Suppose we'd like to find the matching position of the value *1*, using binary search, this is how we would proceed - because we know that the data is *sorted*.

* Start with the middle value = 19. Is 1 == 19? No. 1 < 19.

* Since the value we're looking for is smaller than 19, it should be somewhere before 19. So we can discard the rest of the half that are >= 19.

* Our set is now reduced to *1, 5, 10*. Grab the middle value once again = 5. Is 1 == 5? No. 1 < 5.

* Our set is reduced to *1*. Is 1 == 1? Yes. The corresponding index is also 1. And that's the only match.

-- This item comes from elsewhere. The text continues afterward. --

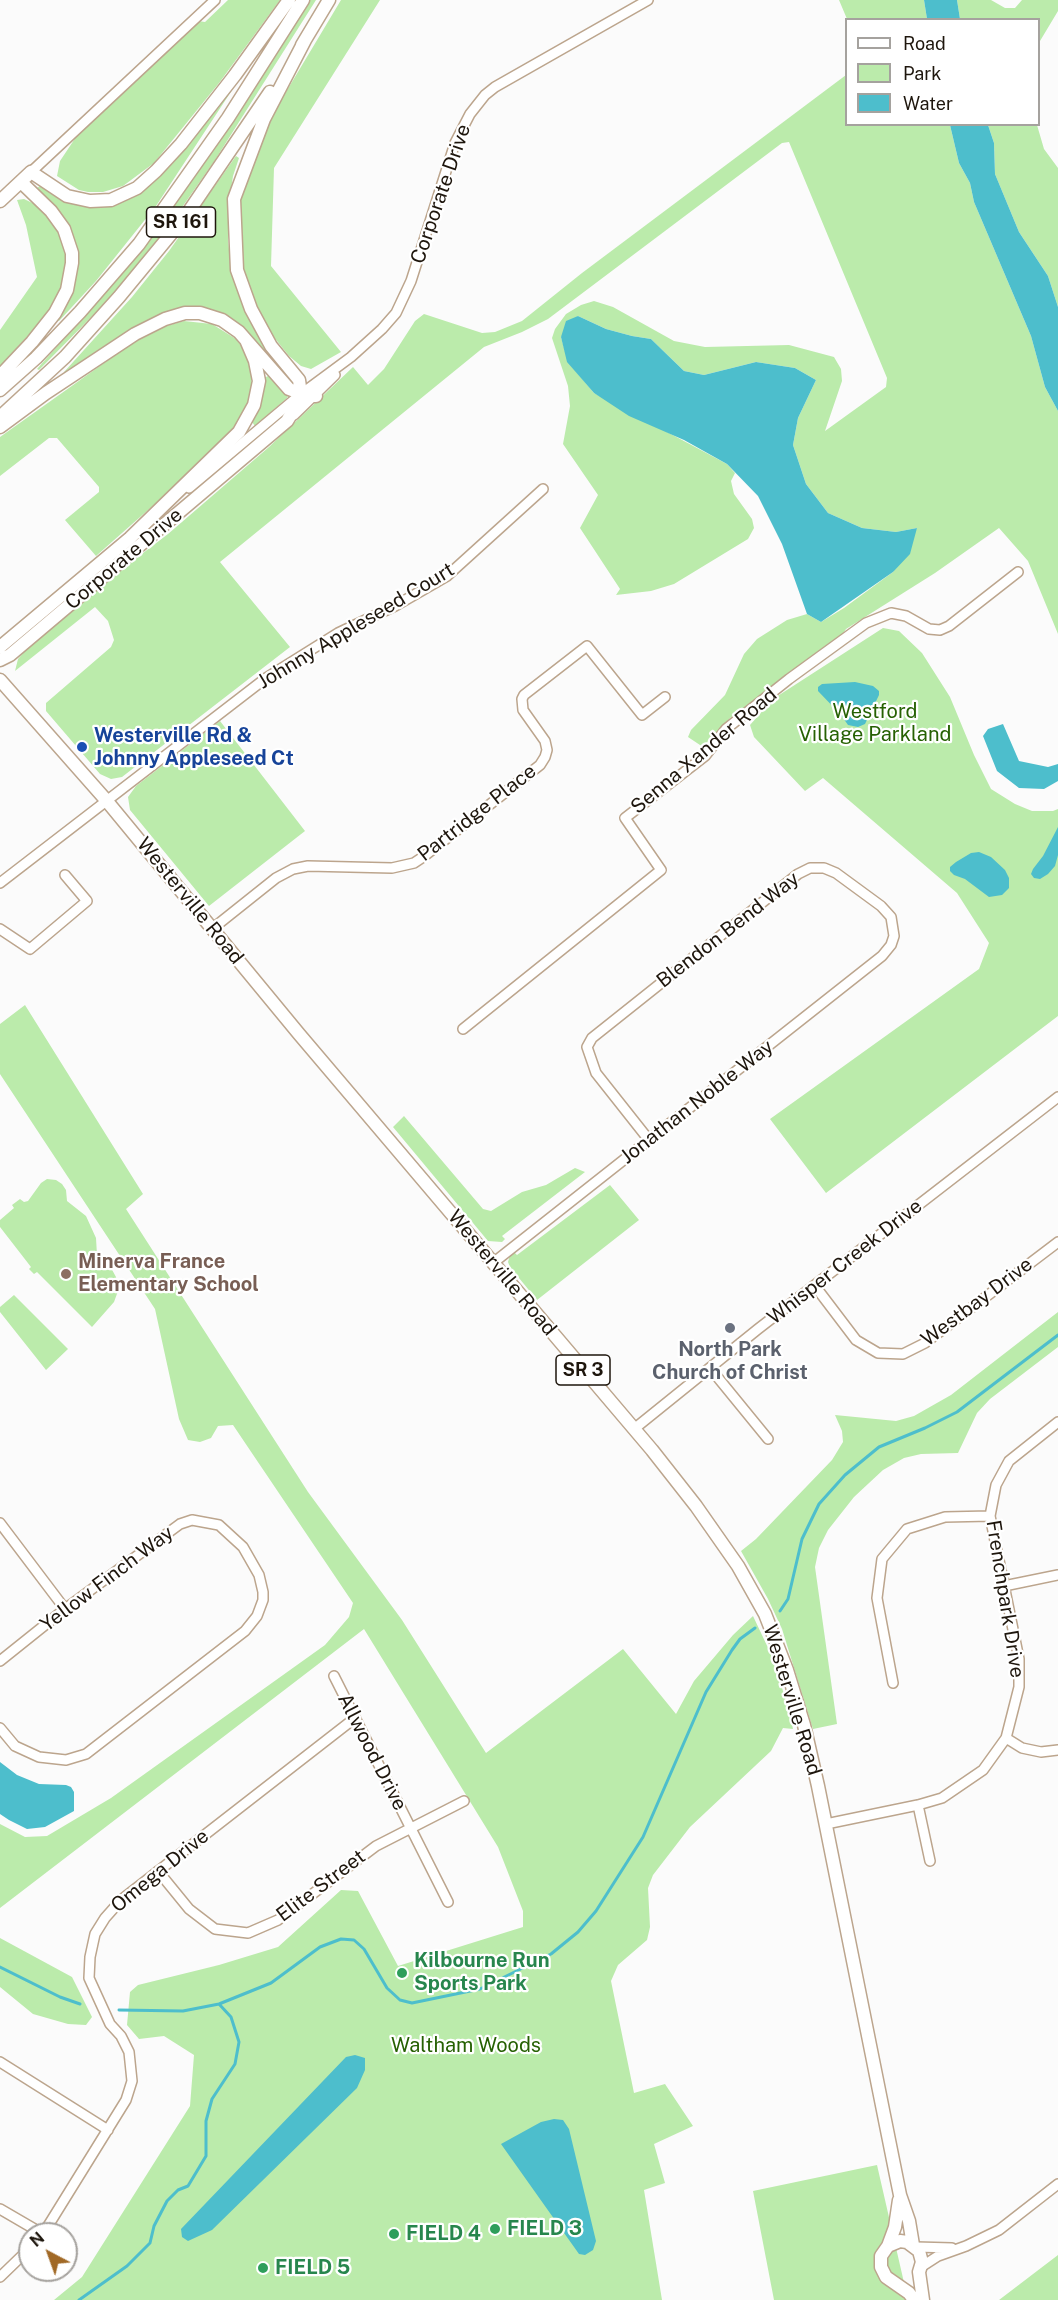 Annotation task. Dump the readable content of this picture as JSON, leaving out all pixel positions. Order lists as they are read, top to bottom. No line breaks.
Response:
{"streets":{"main road":["Corporate Drive","SR 161","Westerville Road","SR 3"],"street":["Johnny Appleseed Court","Senna Xander Road","Partridge Place","Blendon Bend Way","Jonathan Noble Way","Whisper Creek Drive","Westbay Drive","Yellow Finch Way","Frenchpark Drive","Allwood Drive","Omega Drive","Elite Street"]},"crossings":[["Johnny Appleseed Court","Westerville Road"],["Partridge Place","Westerville Road"],["Westerville Road","Jonathan Noble Way"],["Westerville Road","Whisper Creek Drive"],["Westerville Road","Frenchpark Drive"],["Blendon Bend Way","Jonathan Noble Way"],["Whisper Creek Drive","Westbay Drive"],["Allwood Drive","Omega Drive"],["Allwood Drive","Elite Street"],["Omega Drive","Elite Street"]],"parks":["Westford Village Parkland","Waltham Woods"],"places":["Westerville Rd & Johnny Appleseed Ct","Minerva France Elementary School","North Park Church of Christ","Kilbourne Run Sports Park","FIELD 3","FIELD 4","FIELD 5"],"legend":["Road","Park","Water"],"north":"top left"}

A vector scan approach on the other hand would have to scan through all the values (here, 7).

#

It can be seen that with every search we reduce the number of searches by half. This is why *binary search* based subsets are **incredibly fast**. Since rows of each column of *data.tables* have contiguous locations in memory, the operations are performed in a very cache efficient manner (also contributes to *speed*).

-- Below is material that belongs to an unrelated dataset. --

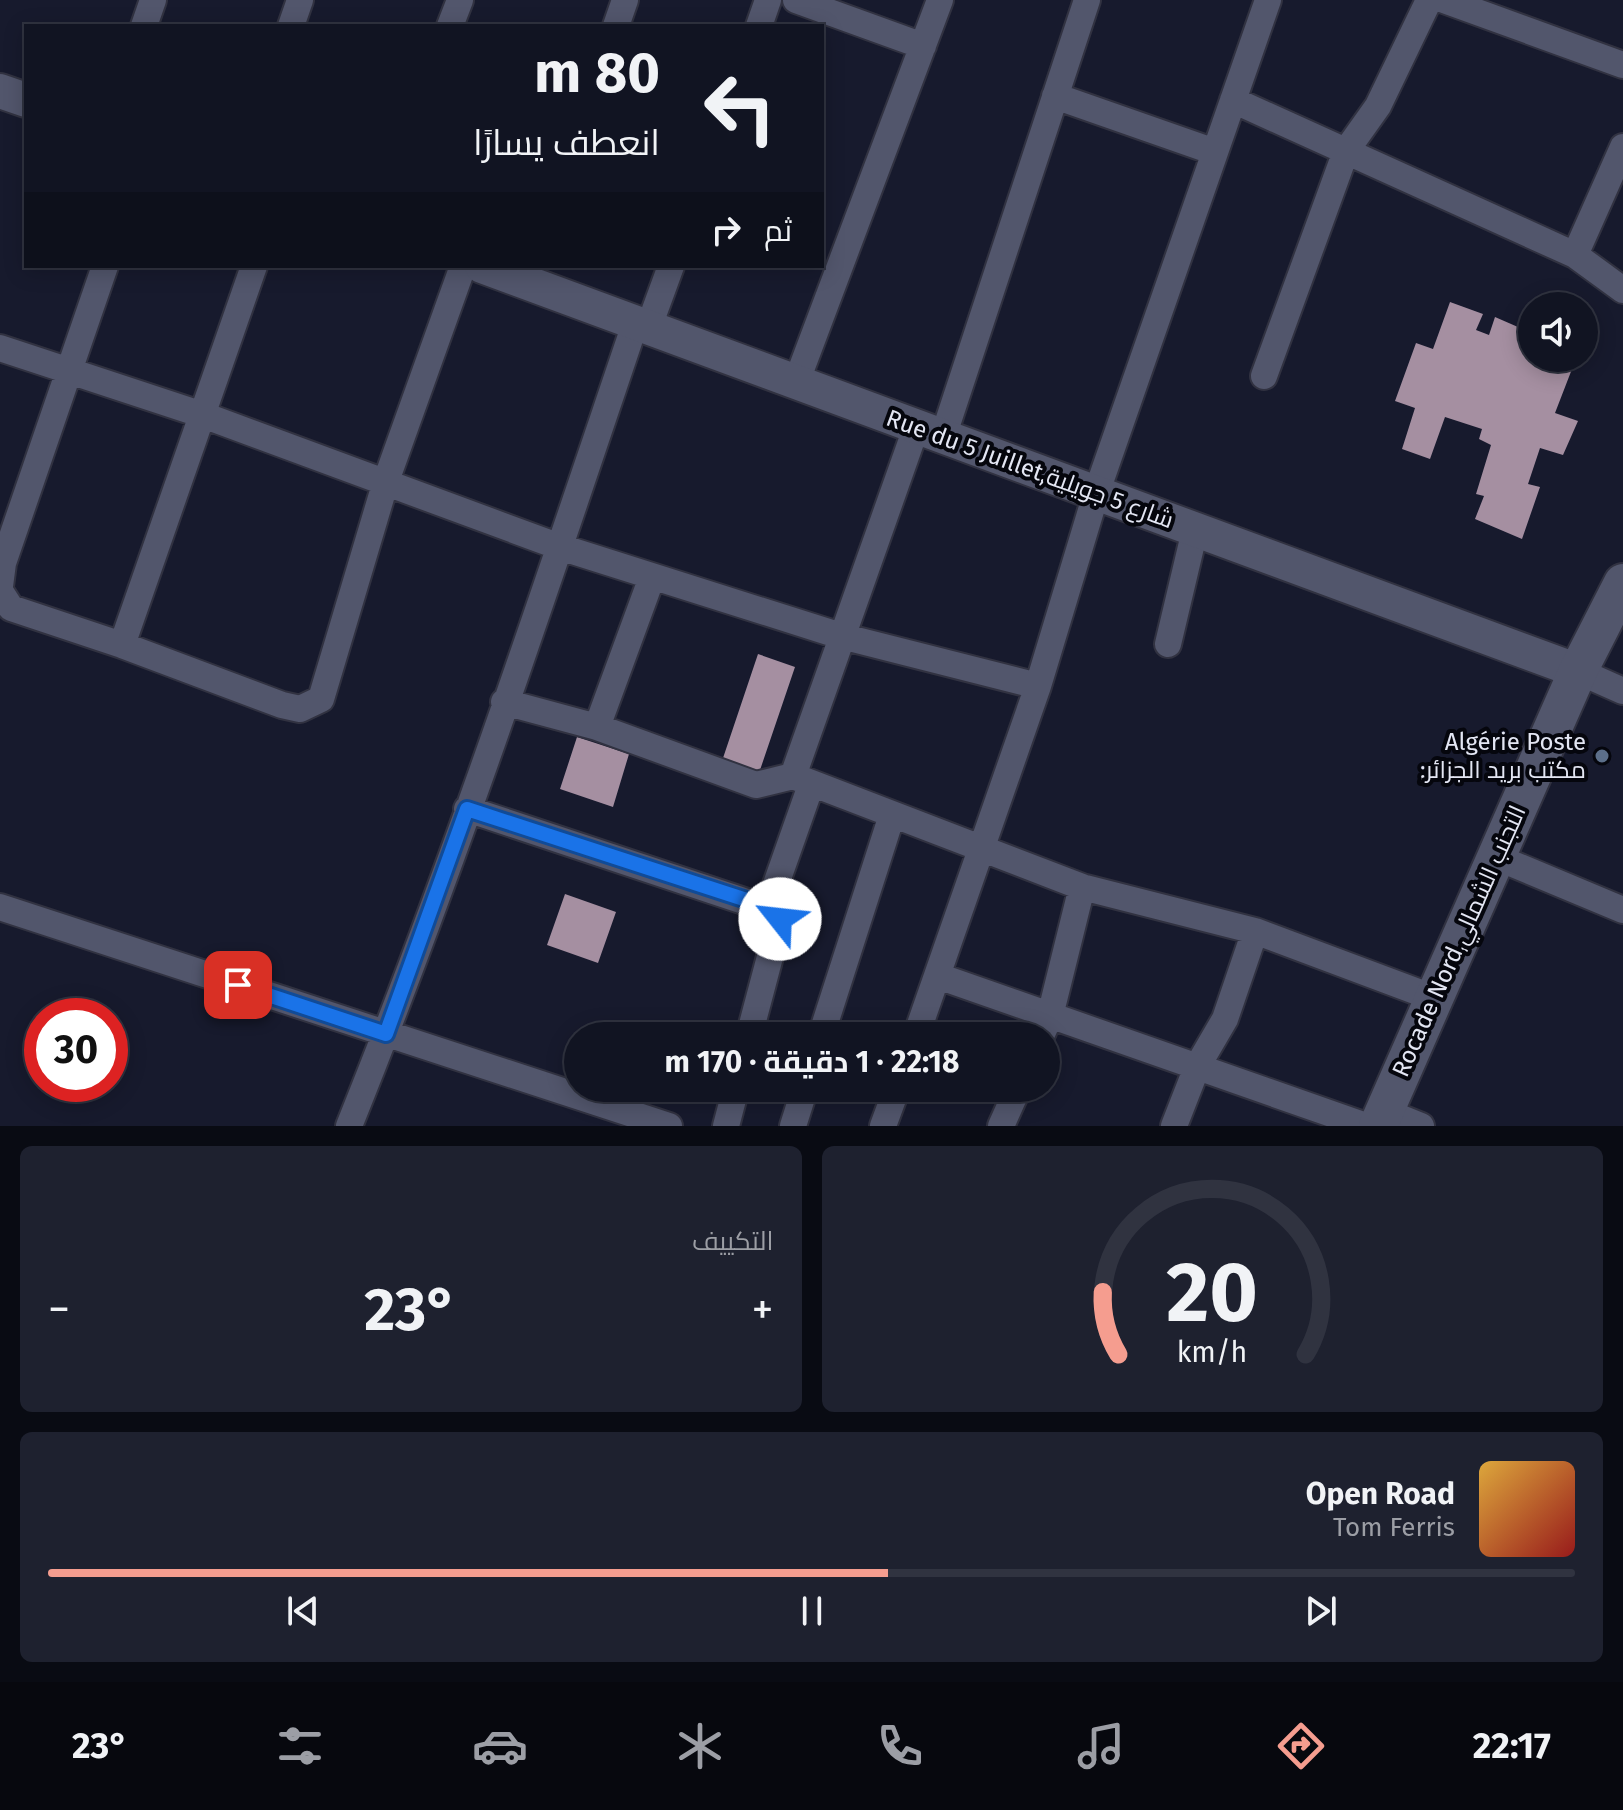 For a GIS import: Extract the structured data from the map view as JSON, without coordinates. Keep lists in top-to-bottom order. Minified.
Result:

In addition, since we obtain the matching row indices directly without having to create those huge logical vectors (equal to the number of rows in a *data.table*), it is quite **memory efficient** as well.

## Summary

In this vignette, we have learnt another method to subset rows in `i` by keying a *data.table*. Setting keys allows us to perform blazing fast subsets by using *binary search*. In particular, we have seen how to

#### {.bs-callout .bs-callout-info}

* set key and subset using the key on a *data.table*.

* subset using keys which fetches *row indices* in `i`, but much faster.

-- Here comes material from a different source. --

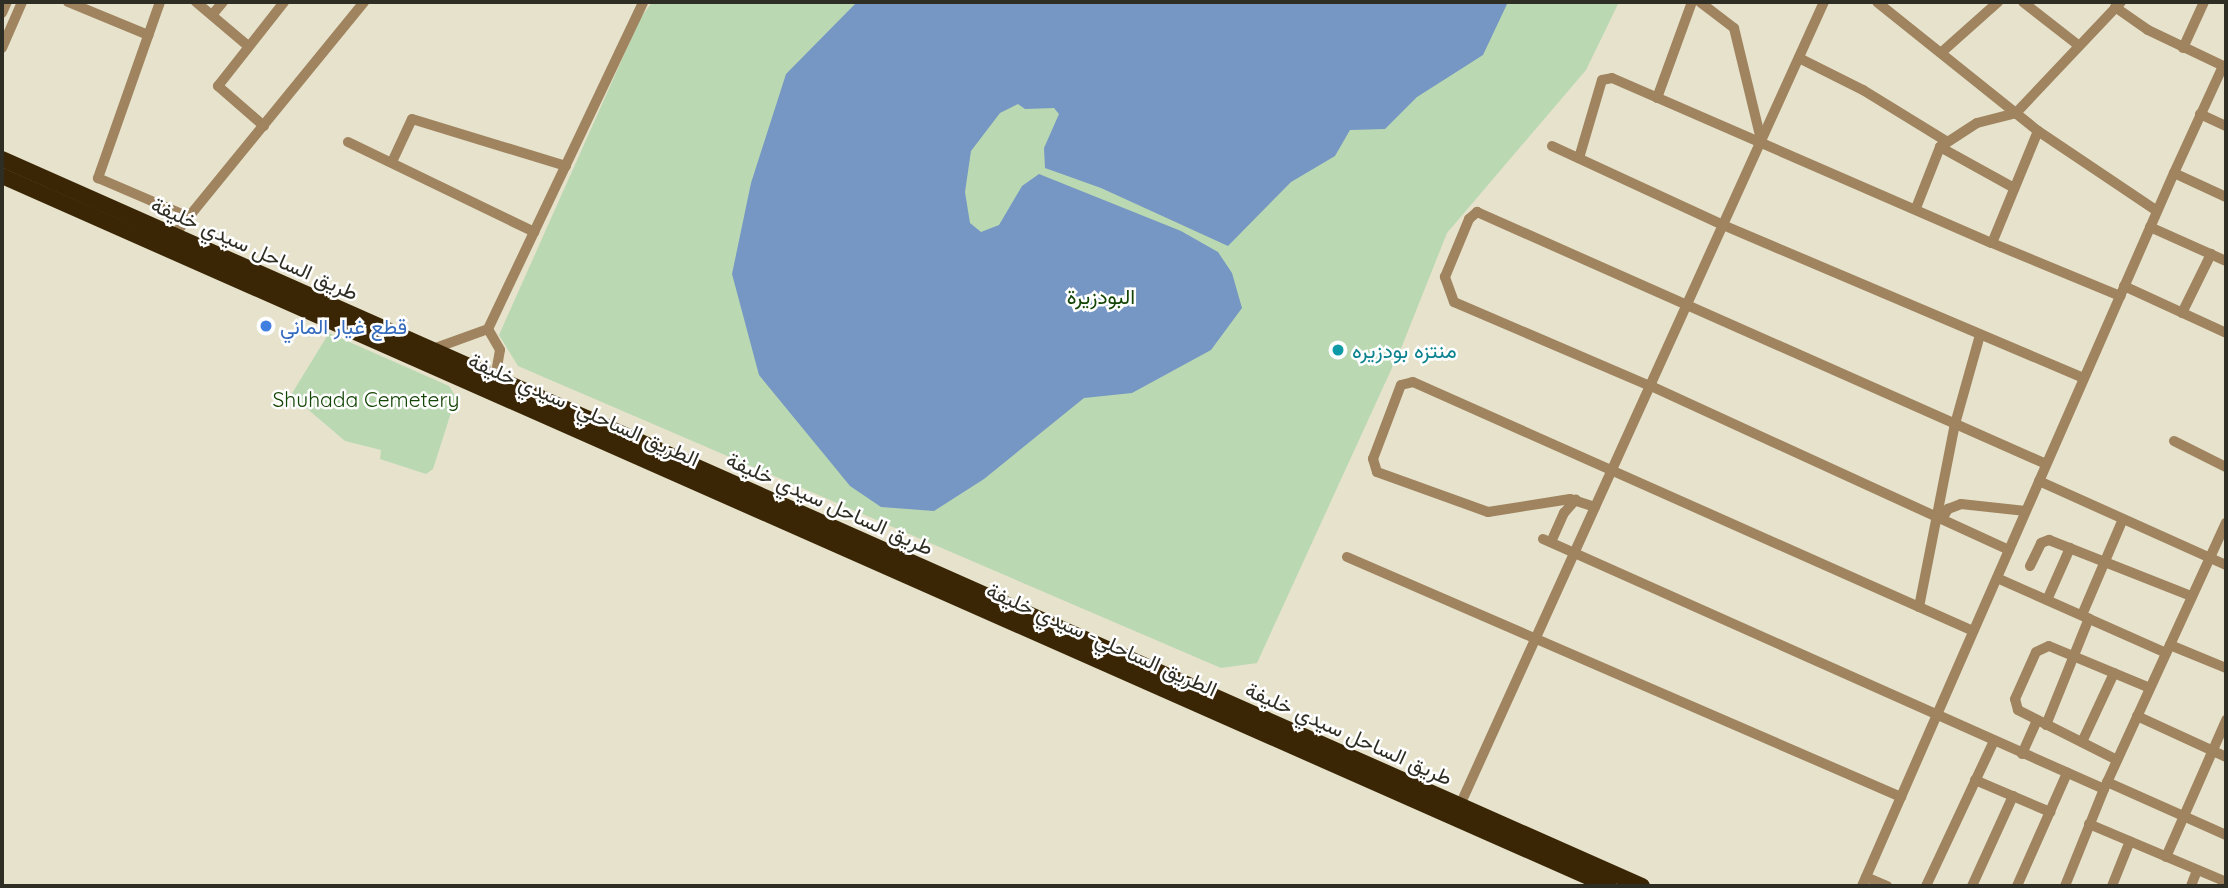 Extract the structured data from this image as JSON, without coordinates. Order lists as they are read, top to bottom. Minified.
{"streets":{"highway":["طريق الساحل سيدي خليفة","الطريق الساحلي- سيدي خليفة"]},"crossings":[["طريق الساحل سيدي خليفة","الطريق الساحلي- سيدي خليفة"]],"parks":["البودزيرة","Shuhada Cemetery"],"places":["قطع غيار الماني","منتزه بودزيره"]}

* combine key based subsets with `j` and `by`. Note that the `j` and `by` operations are exactly the same as before.

#

Key based subsets are **incredibly fast** and are particularly useful when the task involves *repeated subsetting*. But it may not be always desirable to set key and physically reorder the *data.table*. In the next vignette, we will address this using a *new* feature -- *secondary indexes*.

***